-- Exercise description --
What you should repeat is the run of lines from the top of the listing below through the line with "filter:drop-shadow(0 0 2px", exactly, with no pictures.

[[ Source material open ]]

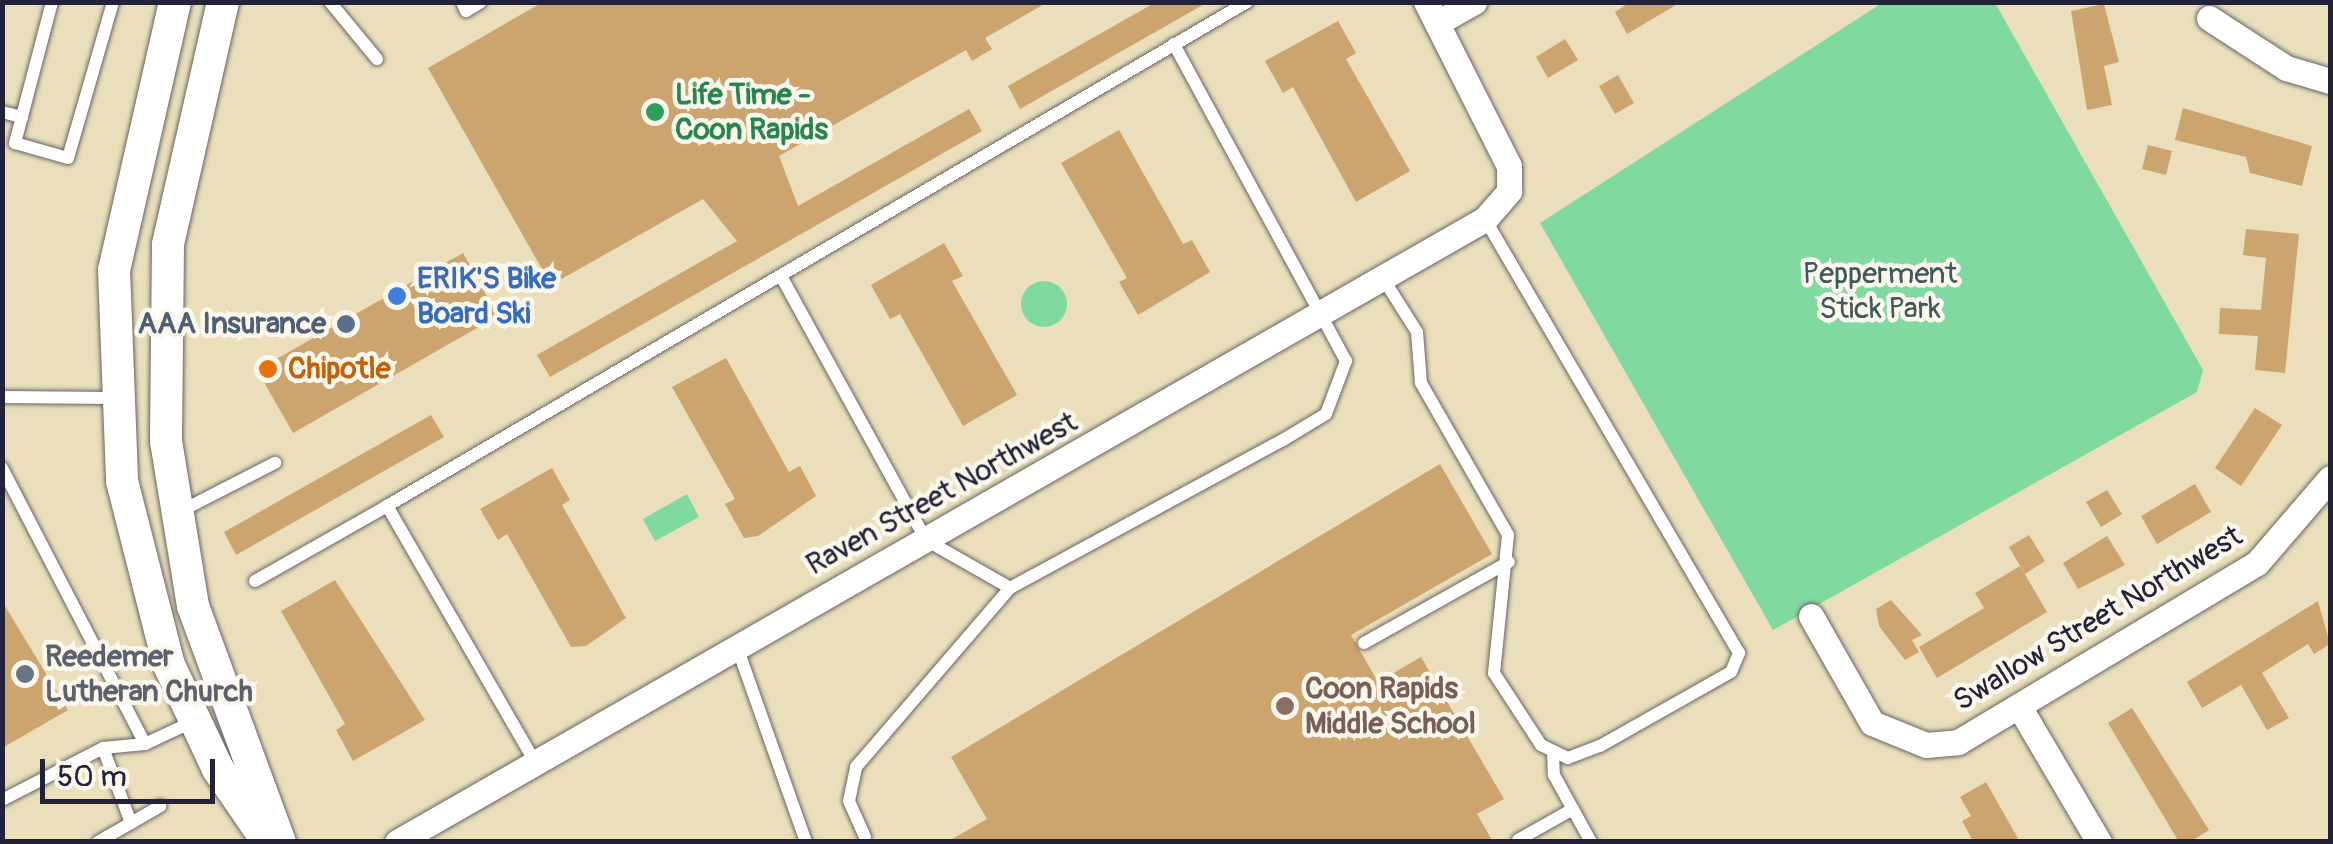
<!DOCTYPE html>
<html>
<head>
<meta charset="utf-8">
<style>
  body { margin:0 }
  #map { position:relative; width:2333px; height:844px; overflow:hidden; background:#eadfba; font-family:Pangolin,sans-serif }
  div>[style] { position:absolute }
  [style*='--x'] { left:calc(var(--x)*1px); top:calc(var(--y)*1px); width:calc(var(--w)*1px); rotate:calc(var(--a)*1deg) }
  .green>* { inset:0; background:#80daa0 }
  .round { border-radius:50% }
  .building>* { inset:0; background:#cba46e }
  .roads { filter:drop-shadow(0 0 2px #686467) drop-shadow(0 0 2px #686467) }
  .service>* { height:12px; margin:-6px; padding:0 6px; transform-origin:6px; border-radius:6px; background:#fff }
  .minor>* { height:25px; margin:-12.5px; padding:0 12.5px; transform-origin:12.5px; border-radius:12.5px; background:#fff }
  .tertiary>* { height:32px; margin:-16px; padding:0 16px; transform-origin:16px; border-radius:16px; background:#fff }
  .dots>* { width:28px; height:28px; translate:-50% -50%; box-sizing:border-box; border:5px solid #fbf7ec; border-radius:50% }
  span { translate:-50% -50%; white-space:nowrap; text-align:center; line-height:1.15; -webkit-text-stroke:9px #fbf7ec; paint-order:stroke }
  .leisure-label { font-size:30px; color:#27864d; font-weight:700 }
  .left { translate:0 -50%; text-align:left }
  .park-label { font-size:30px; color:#3e5959 }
  .shop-label { font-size:30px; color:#366cbe; font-weight:700 }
  .service-label { font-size:30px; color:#4e5e75; font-weight:700 }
  .right { translate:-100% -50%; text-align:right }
  .food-label { font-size:30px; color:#c56008; font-weight:700 }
  .street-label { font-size:30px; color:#22223b }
  .worship-label { font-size:30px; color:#5b616d; font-weight:700 }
  .education-label { font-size:30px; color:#785e54; font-weight:700 }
  .frame { position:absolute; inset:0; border:5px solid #22223b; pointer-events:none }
  .scale { position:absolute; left:40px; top:759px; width:175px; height:45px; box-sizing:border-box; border:5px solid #22223b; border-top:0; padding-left:12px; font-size:30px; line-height:35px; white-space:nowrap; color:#22223b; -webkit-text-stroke:8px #fbf7ec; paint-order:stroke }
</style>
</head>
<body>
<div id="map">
  <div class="green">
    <div style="clip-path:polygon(1882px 3px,1995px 3px,2203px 370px,2197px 392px,1773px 630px,1540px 223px)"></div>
    <div class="round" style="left:1021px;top:281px;width:46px;height:46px"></div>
    <div style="clip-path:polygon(687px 494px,699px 517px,655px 541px,643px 519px)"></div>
  </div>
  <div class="building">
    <div style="clip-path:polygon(543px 2px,1048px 2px,985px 38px,992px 49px,972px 61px,966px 50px,779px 156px,798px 206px,969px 109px,982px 131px,550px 377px,537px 355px,737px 241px,703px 199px,551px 285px,428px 68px)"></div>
    <div style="clip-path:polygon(1156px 2px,1208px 2px,1020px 109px,1008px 86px)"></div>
    <div style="clip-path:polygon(1630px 2px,1681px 2px,1627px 34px,1615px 12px)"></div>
    <div style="clip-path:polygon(2104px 4px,2119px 62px,2104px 66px,2112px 105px,2087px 110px,2071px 11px)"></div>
    <div style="clip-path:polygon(1338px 21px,1356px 53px,1346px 59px,1410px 171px,1356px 202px,1293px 87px,1283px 93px,1265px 61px)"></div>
    <div style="clip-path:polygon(1565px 39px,1578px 60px,1548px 78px,1536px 57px)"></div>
    <div style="clip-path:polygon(1618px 75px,1634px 103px,1615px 114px,1599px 86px)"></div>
    <div style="clip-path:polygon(2183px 108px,2312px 146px,2302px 186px,2250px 173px,2246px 157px,2175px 140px)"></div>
    <div style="clip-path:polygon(1119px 130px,1183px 244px,1192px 240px,1210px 272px,1138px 315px,1119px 282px,1127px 278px,1061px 163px)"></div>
    <div style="clip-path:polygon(2148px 145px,2172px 151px,2166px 175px,2142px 169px)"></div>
    <div style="clip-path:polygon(2246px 229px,2299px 234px,2285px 373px,2255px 370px,2258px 336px,2219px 334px,2220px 308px,2261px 310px,2266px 258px,2243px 255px)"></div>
    <div style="clip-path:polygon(944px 243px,963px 276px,952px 281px,1017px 395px,963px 426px,900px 314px,890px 319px,871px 285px)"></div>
    <div style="clip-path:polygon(463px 253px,498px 316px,293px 433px,257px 370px)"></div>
    <div style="clip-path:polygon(726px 358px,789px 472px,800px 466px,816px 496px,758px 536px,744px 538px,725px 504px,735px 499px,672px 387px)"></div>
    <div style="clip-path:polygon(2255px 408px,2282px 425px,2241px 486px,2215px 468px)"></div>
    <div style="clip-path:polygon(431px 415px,444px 437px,236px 555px,224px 532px)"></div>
    <div style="clip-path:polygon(1440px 464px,1492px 554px,1351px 635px,1378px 682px,1421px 657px,1504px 799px,1477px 814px,1493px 842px,947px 842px,987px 819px,951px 757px)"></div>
    <div style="clip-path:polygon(552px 468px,570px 500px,562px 505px,626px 618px,586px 646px,571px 647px,507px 534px,498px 540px,480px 509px)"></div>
    <div style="clip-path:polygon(2195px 484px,2211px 512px,2157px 544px,2141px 516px)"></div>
    <div style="clip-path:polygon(2107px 490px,2122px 514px,2101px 527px,2086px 502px)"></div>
    <div style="clip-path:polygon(2029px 535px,2045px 561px,2025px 574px,2009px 547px)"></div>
    <div style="clip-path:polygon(2107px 536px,2125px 565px,2078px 589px,2063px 563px)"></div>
    <div style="clip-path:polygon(2020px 566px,2047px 612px,1937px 678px,1919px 647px,1984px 608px,1975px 593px)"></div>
    <div style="clip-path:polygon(335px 580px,425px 720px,353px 761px,336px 730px,345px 724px,281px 611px)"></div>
    <div style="clip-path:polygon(1891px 600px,1922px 635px,1912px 640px,1919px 652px,1905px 660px,1879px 626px,1876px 609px)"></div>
    <div style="clip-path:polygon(2px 601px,68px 710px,2px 748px)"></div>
    <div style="clip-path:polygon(2318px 601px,2330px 644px,2314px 654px,2308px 644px,2262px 673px,2289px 718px,2267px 730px,2241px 685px,2202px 708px,2187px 682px)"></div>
    <div style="clip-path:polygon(2132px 708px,2209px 830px,2190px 842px,2179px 842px,2108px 723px)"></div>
    <div style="clip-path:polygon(1986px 782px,2020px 842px,1972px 839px,1962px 821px,1971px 816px,1960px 797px)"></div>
  </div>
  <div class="roads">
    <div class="service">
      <div style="--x:52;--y:2;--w:146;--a:104.7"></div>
      <div style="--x:15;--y:143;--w:55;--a:15.8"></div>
      <div style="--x:68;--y:158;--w:162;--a:-73.9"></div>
      <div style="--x:330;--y:2;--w:74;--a:50.5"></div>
      <div style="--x:462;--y:2;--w:10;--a:66"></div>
      <div style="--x:466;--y:11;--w:17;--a:-31"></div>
      <div style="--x:2;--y:112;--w:21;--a:14"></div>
      <div style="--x:781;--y:276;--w:301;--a:61.2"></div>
      <div style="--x:926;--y:540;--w:97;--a:29.7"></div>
      <div style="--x:1010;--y:588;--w:311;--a:-28.5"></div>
      <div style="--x:1283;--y:440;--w:50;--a:-31.2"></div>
      <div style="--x:1326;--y:414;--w:57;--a:-69.3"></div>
      <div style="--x:1346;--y:361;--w:361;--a:-118.5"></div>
      <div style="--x:1384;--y:280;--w:62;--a:57.6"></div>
      <div style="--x:1417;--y:332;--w:51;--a:85.5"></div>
      <div style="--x:1421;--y:383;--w:175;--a:60.2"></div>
      <div style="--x:1508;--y:535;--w:139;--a:95.8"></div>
      <div style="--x:1494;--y:673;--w:86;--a:56.9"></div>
      <div style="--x:1541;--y:745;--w:30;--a:26"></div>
      <div style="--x:1568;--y:758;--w:34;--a:-21"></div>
      <div style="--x:1600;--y:746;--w:150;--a:-29.5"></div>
      <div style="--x:1731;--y:672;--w:21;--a:-67"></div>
      <div style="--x:1739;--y:653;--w:503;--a:-120.34"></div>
      <div style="--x:2;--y:397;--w:111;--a:0.5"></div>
      <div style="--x:2;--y:468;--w:311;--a:62.6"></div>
      <div style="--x:145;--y:744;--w:54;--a:-25.1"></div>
      <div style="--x:181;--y:511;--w:106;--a:-27.1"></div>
      <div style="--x:255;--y:581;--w:152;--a:-29.6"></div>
      <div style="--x:1364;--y:643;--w:166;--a:-29.2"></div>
      <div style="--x:737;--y:647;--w:207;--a:70.5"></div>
      <div style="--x:1553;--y:751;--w:24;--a:88"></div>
      <div style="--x:1554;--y:775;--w:77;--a:61.1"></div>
      <div style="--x:535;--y:762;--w:296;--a:-120"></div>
      <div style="--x:387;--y:506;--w:997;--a:-30.37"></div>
      <div style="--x:2;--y:800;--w:114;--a:-27.2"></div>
      <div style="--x:103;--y:748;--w:42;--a:-5.4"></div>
      <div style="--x:131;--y:823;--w:34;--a:-30"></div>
      <div style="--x:865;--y:837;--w:39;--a:-114"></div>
      <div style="--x:849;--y:801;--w:35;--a:-78"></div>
      <div style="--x:856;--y:767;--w:236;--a:-49.3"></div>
      <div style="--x:1518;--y:840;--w:63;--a:-29.4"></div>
      <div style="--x:98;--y:842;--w:38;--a:-30"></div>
      <div style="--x:131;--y:823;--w:80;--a:-110.5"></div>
    </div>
    <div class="minor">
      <div style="--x:2209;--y:18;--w:92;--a:33"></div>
      <div style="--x:2286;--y:68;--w:46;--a:16.5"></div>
      <div style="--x:1437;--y:23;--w:43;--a:-29.6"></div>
      <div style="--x:1811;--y:616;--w:123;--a:60.3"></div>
      <div style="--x:1872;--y:723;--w:58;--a:22.2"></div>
      <div style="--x:1926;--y:745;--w:32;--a:-5"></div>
      <div style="--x:1958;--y:742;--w:348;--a:-30.9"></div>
      <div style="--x:2257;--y:563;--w:112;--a:-49.3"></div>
      <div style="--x:2020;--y:708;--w:156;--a:59.5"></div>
      <div style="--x:397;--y:842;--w:1254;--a:-29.8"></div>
      <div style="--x:1485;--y:219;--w:37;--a:-49"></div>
      <div style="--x:1509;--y:191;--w:25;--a:-90"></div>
      <div style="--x:1509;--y:166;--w:184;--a:-116.8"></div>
    </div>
    <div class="tertiary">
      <div style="--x:175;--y:2;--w:275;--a:102.8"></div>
      <div style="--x:114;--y:270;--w:211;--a:87.8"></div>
      <div style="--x:122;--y:481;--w:190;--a:75.7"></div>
      <div style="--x:169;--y:665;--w:115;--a:64.8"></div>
      <div style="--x:218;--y:769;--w:88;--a:55.6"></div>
      <div style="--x:223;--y:2;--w:249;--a:102.8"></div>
      <div style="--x:168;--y:245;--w:196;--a:90.6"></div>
      <div style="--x:166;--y:441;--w:167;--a:80.7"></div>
      <div style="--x:193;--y:606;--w:252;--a:69.8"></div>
    </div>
  </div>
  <div class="dots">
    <div style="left:655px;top:112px;background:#2e9e5b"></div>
    <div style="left:397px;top:296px;background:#3f7fe0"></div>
    <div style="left:346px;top:324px;background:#5c6f8a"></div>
    <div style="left:268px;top:369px;background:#e8710a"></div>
    <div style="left:25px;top:674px;background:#6b7280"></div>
    <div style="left:1285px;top:706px;background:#8d6e63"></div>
  </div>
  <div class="leisure-label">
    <span class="left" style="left:675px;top:112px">Life Time -<br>Coon Rapids</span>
  </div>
  <div class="park-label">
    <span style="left:1880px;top:291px">Pepperment<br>Stick Park</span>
  </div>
  <div class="shop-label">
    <span class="left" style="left:417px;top:296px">ERIK'S Bike<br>Board Ski</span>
  </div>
  <div class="service-label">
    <span class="right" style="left:326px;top:324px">AAA Insurance</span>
  </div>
  <div class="food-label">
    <span class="left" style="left:288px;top:369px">Chipotle</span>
  </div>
  <div class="street-label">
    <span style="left:942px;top:494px;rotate:-29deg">Raven Street Northwest</span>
    <span style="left:2098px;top:619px;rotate:-31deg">Swallow Street Northwest</span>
  </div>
  <div class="worship-label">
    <span class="left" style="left:45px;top:674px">Reedemer<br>Lutheran Church</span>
  </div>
  <div class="education-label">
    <span class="left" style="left:1305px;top:706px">Coon Rapids<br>Middle School</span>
  </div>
  <div class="frame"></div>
  <div class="scale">50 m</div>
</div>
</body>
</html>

[[ Source material closed ]]

-- Written answer --
<!DOCTYPE html>
<html>
<head>
<meta charset="utf-8">
<style>
  body { margin:0 }
  #map { position:relative; width:2333px; height:844px; overflow:hidden; background:#eadfba; font-family:Pangolin,sans-serif }
  div>[style] { position:absolute }
  [style*='--x'] { left:calc(var(--x)*1px); top:calc(var(--y)*1px); width:calc(var(--w)*1px); rotate:calc(var(--a)*1deg) }
  .green>* { inset:0; background:#80daa0 }
  .round { border-radius:50% }
  .building>* { inset:0; background:#cba46e }
  .roads { filter:drop-shadow(0 0 2px #686467) drop-shadow(0 0 2px #686467) }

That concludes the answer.